Officials at a county in Maryland have agreed to settle a lawsuit challenging their policy of opening meetings with Christian prayers.

The Carroll County Board of Commissioners voted unanimously in late August to end the lawsuit, despite protests from some residents who attended a recent commissioners meeting.

The county was sued in 2013 by several residents represented by the American Humanist Association (AHA). They argued that the board’s policy of opening meetings with Christian prayers led by commissioners was a violation of separation of religion and government.

A federal court struck down the policy in 2014. The same year, the U.S. Supreme Court approved the use of sectarian prayers before government meetings in the case Greece v. Galloway, but the high court specified that local governments should give all religious groups an opportunity to speak. In Carroll County the prayers were always Christian, so the lawsuit, Hake v. Carroll County, continued. 

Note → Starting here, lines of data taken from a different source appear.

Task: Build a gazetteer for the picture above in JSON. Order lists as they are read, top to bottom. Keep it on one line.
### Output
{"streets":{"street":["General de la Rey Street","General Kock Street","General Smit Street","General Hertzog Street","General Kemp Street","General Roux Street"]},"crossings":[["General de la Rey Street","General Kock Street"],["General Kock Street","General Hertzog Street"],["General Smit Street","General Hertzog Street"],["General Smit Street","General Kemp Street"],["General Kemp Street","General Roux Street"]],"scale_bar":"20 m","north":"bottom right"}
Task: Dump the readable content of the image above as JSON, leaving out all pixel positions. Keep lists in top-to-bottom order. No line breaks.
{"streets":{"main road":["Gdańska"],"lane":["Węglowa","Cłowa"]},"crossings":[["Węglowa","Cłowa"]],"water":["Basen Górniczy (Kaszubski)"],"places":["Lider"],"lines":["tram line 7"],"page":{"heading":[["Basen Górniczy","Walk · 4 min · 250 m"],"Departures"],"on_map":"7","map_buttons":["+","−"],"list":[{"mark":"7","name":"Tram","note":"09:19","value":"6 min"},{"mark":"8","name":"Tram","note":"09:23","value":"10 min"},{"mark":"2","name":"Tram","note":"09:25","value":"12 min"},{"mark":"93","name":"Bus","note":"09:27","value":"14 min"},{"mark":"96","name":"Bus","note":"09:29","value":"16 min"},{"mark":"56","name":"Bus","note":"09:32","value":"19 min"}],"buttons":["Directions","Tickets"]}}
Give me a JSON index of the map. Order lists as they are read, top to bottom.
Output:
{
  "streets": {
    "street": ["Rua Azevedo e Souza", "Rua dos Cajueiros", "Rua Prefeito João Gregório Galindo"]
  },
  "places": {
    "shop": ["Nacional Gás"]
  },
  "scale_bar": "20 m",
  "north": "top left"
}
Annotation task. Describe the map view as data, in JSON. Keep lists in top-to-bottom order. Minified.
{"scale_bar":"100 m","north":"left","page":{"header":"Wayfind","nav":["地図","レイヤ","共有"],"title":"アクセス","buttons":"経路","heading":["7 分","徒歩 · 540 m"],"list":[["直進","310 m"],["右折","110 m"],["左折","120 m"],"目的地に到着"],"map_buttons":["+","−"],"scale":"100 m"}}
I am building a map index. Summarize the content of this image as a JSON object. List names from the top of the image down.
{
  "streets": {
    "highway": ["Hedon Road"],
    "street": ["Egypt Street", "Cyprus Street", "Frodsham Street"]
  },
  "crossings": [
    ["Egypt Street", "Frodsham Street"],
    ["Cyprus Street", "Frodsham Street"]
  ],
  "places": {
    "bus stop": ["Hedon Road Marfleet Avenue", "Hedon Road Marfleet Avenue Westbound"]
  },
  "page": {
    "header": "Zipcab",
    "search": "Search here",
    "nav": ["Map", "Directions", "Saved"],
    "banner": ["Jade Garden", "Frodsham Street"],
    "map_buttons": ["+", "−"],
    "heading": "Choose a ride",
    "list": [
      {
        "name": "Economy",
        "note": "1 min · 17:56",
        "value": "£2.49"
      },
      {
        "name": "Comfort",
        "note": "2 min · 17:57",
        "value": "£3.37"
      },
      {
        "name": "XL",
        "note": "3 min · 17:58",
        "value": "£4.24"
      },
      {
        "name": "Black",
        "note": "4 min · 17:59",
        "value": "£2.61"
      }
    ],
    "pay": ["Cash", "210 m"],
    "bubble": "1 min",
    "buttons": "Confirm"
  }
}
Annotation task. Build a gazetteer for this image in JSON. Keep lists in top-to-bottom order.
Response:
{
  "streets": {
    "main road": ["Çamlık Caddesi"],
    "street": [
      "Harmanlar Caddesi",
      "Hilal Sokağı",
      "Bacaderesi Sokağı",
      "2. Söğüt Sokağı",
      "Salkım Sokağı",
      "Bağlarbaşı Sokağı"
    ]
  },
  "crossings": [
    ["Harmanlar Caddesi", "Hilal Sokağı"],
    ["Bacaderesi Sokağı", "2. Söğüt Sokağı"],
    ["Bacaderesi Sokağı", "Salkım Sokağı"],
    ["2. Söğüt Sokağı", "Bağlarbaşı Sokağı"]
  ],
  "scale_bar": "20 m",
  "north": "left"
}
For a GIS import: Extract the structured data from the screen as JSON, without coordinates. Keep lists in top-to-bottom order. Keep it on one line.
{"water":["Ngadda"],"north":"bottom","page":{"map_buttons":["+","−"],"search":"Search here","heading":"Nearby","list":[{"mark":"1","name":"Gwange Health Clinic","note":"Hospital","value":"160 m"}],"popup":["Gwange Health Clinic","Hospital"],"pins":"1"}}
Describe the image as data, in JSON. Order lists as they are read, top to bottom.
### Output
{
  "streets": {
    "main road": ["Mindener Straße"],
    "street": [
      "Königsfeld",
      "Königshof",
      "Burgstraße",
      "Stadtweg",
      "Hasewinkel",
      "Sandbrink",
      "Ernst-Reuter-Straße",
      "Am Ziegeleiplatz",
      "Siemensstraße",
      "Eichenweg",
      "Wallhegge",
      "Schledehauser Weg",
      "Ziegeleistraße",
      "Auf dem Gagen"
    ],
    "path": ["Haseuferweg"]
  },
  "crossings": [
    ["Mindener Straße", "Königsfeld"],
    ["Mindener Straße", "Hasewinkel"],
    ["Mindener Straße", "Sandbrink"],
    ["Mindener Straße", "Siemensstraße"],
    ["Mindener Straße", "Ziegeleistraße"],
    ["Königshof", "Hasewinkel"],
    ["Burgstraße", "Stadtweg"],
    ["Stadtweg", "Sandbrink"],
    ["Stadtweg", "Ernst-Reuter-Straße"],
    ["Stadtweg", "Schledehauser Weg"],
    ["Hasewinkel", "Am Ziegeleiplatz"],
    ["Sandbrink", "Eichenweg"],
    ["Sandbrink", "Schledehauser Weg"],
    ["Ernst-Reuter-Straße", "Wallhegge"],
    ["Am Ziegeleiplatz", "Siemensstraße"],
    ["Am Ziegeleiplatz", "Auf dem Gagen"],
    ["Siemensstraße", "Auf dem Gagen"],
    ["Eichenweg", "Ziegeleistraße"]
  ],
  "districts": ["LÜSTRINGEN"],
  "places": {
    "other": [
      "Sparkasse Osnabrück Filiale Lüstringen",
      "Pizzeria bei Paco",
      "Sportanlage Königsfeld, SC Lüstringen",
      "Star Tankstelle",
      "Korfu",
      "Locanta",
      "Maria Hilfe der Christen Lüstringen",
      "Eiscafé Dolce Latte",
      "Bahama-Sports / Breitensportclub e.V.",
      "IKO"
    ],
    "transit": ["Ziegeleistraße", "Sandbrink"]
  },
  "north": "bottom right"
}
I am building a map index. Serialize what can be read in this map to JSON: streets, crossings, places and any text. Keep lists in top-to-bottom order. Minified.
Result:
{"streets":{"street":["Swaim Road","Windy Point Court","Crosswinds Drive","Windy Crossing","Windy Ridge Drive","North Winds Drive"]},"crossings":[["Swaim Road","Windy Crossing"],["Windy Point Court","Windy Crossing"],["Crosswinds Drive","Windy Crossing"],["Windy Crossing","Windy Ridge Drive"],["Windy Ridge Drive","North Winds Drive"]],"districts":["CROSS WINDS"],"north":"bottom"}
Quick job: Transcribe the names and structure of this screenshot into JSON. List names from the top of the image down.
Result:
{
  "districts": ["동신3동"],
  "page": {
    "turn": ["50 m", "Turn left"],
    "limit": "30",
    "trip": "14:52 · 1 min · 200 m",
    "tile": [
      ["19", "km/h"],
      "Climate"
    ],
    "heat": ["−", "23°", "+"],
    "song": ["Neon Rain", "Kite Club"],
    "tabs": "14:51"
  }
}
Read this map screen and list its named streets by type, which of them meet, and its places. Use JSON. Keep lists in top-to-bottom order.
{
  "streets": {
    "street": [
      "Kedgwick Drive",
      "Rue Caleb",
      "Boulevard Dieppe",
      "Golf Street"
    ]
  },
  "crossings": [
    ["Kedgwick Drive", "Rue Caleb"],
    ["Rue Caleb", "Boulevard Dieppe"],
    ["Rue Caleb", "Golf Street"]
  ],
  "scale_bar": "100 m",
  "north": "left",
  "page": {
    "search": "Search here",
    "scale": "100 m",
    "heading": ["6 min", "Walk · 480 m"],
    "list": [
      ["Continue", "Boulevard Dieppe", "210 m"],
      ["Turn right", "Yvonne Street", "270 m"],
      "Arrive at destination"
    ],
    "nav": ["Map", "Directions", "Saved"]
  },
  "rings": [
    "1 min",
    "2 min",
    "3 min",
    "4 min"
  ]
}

The Carroll County Times reported that the commissioners were worried about spending taxpayer funds on the lawsuit.

“For me, it comes down to the responsibility we have to all the citizens of Carroll, and what we didn’t hear today is the myriad of emails we got from other folks in our county who are very much challenged by the fact that we do have the real good possibility of spending upwards of three-quarter to half-a-million dollars to pursue this,” Commissioner Stephen Wantz said during the meeting.

A local Republican Party official urged the board to continue the case.

“Please support your fellow Republicans and don’t do this,” Katherine Adelaide of the Carroll County Republican Central Committee, said. “I consider it blackmail by two Democrats on the Democratic Central Committee, who are represented by the humanist coalition. You are not to represent them, you are to represent us. You are to have a backbone and a spine and take a stand today.”

Under the terms of the settlement, the board has agreed to stop holding commissioner-led prayers before meetings. It now opens its deliberations with a moment of silence. The county will also pay the AHA $125,000 in legal fees.

In an editorial, The Times asserted that the board had done the right thing.

“But even ignoring the tremendous monetary risk that would be taken by fighting on, there’s also the issue of whether elected official-led prayer has a place in governmental meetings where everyone should feel welcome,” observed the newspaper. “Bruce Hake and Neil Ridgely, two of the plaintiffs, clearly don’t think so. Ridgely, a self-described deist, said the commissioners’ Christian prayers caused many to be ‘left out.’ Hake, a Catholic, told us he objected to the commissioners’ ‘ostentatious right-wing evangelical-style prayers, because they’re hostile to my own Christian faith.’”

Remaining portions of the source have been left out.